Stored items:
============================================================

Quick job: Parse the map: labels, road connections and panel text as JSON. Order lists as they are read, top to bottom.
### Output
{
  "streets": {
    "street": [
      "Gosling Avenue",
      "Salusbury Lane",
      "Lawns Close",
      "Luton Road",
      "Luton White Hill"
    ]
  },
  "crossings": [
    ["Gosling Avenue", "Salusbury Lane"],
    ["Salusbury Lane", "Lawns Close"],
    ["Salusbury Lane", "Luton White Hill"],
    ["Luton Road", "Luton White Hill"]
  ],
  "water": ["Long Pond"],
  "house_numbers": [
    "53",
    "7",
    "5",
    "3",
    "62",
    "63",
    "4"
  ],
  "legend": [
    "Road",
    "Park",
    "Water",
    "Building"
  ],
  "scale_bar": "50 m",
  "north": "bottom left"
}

============================================================

> **Exercise**: Write the entries out once more, exactly, without dropping a line.

> **Solution**:
Quick job: Parse the map: labels, road connections and panel text as JSON. Order lists as they are read, top to bottom.
### Output
{
  "streets": {
    "street": [
      "Gosling Avenue",
      "Salusbury Lane",
      "Lawns Close",
      "Luton Road",
      "Luton White Hill"
    ]
  },
  "crossings": [
    ["Gosling Avenue", "Salusbury Lane"],
    ["Salusbury Lane", "Lawns Close"],
    ["Salusbury Lane", "Luton White Hill"],
    ["Luton Road", "Luton White Hill"]
  ],
  "water": ["Long Pond"],
  "house_numbers": [
    "53",
    "7",
    "5",
    "3",
    "62",
    "63",
    "4"
  ],
  "legend": [
    "Road",
    "Park",
    "Water",
    "Building"
  ],
  "scale_bar": "50 m",
  "north": "bottom left"
}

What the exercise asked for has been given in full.